Kat–I have almost the same problem with this author. Her prose is lovely and her images, while disturbing, are very powerful, but sometimes I think she is mired in a kind of adolescent “life sucks, man!” world view, and she is adept at dragging us down into that same vision.
This actually reminds me a lot of my experience with the Boyett book recently. The writing’s great, but I just don’t want to read about excrement and pus quite that much. But I have to recognize the skill involved.
This book is sitting on my shelf awaiting my reading, mostly because I so intensely admired Kiernan’s The Red Tree a couple of years ago. That was definitely a bleak book, but the artistry overwhelmed the bleakness for me.
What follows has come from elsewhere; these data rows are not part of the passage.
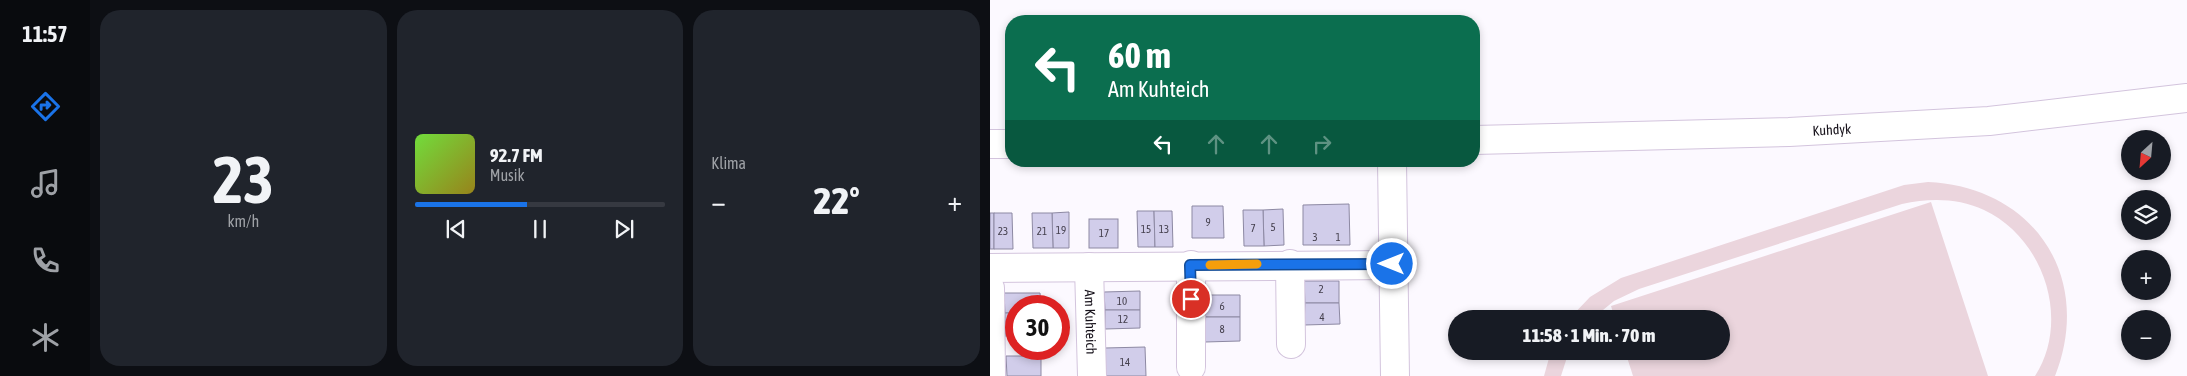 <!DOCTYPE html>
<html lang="de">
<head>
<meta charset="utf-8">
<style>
	:root { --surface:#171b24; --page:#20242c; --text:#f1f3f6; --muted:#9ea1a6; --line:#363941; --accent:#1a73e8 }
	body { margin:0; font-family:"Asap Condensed",sans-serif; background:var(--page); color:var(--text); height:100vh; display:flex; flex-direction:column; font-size:19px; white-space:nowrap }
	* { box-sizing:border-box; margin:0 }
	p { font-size:16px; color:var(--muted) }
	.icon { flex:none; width:28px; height:28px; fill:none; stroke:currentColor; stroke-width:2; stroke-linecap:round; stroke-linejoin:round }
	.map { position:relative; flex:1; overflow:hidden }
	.side { display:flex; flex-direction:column; gap:10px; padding:10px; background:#0d0f14; width:900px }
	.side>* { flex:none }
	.top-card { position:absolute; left:15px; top:15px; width:475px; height:152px; border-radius:20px; box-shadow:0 2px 8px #0003; background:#0b6e4f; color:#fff; overflow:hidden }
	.needle { width:32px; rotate:206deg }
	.tools { position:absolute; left:1131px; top:130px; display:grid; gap:10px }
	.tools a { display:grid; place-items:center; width:50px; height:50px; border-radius:50%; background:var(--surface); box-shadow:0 2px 8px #0003; font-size:25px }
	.speed { position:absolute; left:15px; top:295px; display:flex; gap:10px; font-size:25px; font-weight:700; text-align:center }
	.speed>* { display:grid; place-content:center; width:65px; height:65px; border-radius:50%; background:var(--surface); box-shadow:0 2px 8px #0003; line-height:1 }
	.speed .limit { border:8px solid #d22; background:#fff; color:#111 }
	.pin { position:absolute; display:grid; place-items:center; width:42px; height:42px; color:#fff; margin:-21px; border:2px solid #fff; border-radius:50%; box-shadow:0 1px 5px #0007 }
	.me { position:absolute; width:55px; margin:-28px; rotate:270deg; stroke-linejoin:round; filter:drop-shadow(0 0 4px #0008) }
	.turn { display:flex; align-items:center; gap:18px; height:105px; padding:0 20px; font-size:22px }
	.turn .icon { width:65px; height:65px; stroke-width:2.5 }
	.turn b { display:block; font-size:35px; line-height:42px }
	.lanes { display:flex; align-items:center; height:48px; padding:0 20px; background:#0003; justify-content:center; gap:25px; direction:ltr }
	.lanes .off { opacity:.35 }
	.big { font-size:38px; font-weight:800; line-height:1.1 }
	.side .tile { flex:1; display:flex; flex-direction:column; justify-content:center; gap:8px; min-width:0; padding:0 18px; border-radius:20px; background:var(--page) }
	.side .dial { align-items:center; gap:0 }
	.dial b { font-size:65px; line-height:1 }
	.song { display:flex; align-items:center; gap:15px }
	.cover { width:60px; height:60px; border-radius:8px; background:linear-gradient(135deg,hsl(100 70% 55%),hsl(50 70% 35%)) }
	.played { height:5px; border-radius:2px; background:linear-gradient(90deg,var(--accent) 45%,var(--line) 45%) }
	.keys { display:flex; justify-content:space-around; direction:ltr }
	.heat { display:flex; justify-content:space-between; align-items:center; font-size:28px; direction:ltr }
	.side .tiles { flex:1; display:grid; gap:10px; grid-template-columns:repeat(3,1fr) }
	.trip { position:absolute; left:458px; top:310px; width:282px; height:50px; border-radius:25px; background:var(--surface); box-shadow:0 2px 8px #0003; font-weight:800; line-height:50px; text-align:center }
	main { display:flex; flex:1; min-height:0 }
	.tabs { display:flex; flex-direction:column; width:90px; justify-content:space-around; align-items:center; background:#090b0e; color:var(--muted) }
	.tabs .icon { width:35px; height:35px }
	.tabs .selected { color:var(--accent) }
	.tabs b { font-size:22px; color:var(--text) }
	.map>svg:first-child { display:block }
</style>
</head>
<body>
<main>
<nav class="tabs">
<b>11:57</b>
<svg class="icon selected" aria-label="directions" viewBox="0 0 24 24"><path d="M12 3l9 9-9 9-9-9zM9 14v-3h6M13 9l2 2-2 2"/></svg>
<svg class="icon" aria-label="music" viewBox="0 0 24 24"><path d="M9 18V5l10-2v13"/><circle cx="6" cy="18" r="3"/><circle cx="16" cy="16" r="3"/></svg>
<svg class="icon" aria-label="phone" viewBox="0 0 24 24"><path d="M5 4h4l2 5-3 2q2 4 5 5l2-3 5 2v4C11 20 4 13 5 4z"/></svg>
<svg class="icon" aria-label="climate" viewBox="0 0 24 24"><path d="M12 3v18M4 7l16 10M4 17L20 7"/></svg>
</nav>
<section class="side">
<div class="tiles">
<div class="tile dial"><b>23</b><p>km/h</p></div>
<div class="tile">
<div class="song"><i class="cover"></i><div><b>92.7 FM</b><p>Musik</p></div></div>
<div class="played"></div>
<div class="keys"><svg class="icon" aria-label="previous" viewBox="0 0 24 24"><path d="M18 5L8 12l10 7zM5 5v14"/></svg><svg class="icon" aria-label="pause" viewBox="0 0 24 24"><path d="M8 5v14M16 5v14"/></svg><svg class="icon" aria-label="next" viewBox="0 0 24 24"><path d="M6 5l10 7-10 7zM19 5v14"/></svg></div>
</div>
<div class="tile"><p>Klima</p>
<div class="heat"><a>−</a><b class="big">22°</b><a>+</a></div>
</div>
</div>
</section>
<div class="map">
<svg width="1197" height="376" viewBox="0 0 1197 376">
	<rect width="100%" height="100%" fill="#fcf9ff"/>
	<g fill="#ebd5dd">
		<path d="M 938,182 C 1044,187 1104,277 1065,376 L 1045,376 C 1081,320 1054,238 994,210 C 968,198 940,198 912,204 L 649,289 L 624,301 L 602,319 L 579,319 L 600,297 L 631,278 L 914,185 Z"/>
		<polygon points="941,202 998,376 643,376 635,351 731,351 731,319 625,319 621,306"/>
		<polygon points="561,351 579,351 571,376 554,376"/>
	</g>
	<g fill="#d1cdea" stroke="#8d89a3">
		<polygon points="359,204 360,245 313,245 313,205"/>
		<polygon points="202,206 233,206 234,238 202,238"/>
		<polygon points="293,209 294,245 274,246 273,210"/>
		<polygon points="253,210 273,210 274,246 254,246"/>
		<polygon points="147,211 164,211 165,247 148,247"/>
		<polygon points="164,211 182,211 183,247 165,247"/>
		<polygon points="79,212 79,248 63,248 62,213"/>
		<rect x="0" y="213" width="4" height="36"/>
		<polygon points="4,213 22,213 23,249 4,249"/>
		<polygon points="42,213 62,213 63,248 43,248"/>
		<rect x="99" y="219" width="29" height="29"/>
		<polygon points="314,281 349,281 349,303 315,303"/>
		<polygon points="150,291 150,310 115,310 114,292"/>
		<polygon points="14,293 50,293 51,306 26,306 26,313 15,313"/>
		<polygon points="214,295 250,295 250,317 215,317"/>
		<polygon points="315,303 349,303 350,324 314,325"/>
		<polygon points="115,310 150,310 150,328 115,329"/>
		<rect x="15" y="313" width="11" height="23"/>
		<polygon points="215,317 250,317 250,341 215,342"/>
		<polygon points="155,347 156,376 115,376 115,348"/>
		<polygon points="16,356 51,356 51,376 17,376"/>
	</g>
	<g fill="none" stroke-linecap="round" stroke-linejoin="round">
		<defs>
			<g id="minor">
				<polyline points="402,161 405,376"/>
				<polyline points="300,264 301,344"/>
				<polyline points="201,265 201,367"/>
				<path id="s1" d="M 99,267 L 102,376"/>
				<polyline points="0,268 402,265"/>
				<polyline points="0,288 1,376"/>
			</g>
			<g id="major">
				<path id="s2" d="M 484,140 L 799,132 L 999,121 L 1197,98"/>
				<polyline points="0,144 21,144"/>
			</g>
		</defs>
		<use href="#minor" stroke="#d3c4dd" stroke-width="30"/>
		<use href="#major" stroke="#d3c4dd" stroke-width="30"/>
		<use href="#minor" stroke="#fff" stroke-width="28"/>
		<use href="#major" stroke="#fff" stroke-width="28"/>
	</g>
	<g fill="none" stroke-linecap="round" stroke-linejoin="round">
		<defs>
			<polyline id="route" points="201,299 200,265 402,264"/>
		</defs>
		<use href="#route" stroke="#114b97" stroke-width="12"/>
		<use href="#route" stroke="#1a73e8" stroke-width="9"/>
		<polyline stroke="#f59e0b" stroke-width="9" points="220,265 267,264"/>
	</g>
	<g text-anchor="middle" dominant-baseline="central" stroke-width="4" stroke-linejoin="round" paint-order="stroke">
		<g font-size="11" fill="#45404e">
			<text x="218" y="222">9</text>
			<text x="283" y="227">5</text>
			<text x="263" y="228">7</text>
			<text x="156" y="229">15</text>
			<text x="174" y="229">13</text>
			<text x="71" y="230">19</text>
			<text x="13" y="231">23</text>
			<text x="52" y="231">21</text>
			<text x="114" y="233">17</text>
			<text x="325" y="237">3</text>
			<text x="348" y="237">1</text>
			<text x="331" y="289">2</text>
			<text x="132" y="301">10</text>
			<text x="232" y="306">6</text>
			<text x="332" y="317">4</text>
			<text x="133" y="319">12</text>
			<text x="232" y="329">8</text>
			<text x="135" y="362">14</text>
		</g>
		<g font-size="14" fill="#16111a" stroke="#fcf9ff">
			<text stroke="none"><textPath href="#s2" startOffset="358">Kuhdyk</textPath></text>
			<text stroke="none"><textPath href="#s1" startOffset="55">Am Kuhteich</textPath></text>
		</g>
	</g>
</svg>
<div class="tools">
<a><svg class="needle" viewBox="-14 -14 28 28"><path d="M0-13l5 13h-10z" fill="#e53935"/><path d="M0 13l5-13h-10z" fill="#9ea1a6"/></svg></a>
<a><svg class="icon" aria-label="layers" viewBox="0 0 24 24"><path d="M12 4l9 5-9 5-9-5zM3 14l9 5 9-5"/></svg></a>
<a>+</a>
<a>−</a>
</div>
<div class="speed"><div class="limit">30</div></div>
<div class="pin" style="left:201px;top:299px;background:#d93025"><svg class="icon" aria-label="arrive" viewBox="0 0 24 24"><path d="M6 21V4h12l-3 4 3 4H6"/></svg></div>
<svg class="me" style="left:402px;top:264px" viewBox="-20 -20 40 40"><circle r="17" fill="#1a73e8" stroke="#fff" stroke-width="3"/><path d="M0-11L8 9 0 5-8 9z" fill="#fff"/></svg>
<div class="trip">11:58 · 1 Min. · 70 m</div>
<div class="top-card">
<div class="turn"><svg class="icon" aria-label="left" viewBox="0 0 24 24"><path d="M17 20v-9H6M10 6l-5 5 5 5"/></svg><div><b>60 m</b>Am Kuhteich</div></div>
<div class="lanes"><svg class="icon" aria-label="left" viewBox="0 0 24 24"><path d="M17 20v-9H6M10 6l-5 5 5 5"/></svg><svg class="icon off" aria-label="ahead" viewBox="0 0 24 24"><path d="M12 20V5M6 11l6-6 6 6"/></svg><svg class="icon off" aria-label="ahead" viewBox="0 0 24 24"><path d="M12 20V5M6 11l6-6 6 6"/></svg><svg class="icon off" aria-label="right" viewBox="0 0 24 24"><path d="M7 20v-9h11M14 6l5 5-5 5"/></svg></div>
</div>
</div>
</main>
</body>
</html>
I’ll be interested to see whether Kiernan’s stories affect me as you suggest, Kelly, or whether I find myself enjoying them.
The Red Tree was really interesting. I’m such a sucker for the “did this really happen, or is the character insane or an unreliable narrator” type of plot. Bleak, but fascinating.
I will read Red Tree, even if life does suck, because I know what a good prose writer she is, and because of the reviews.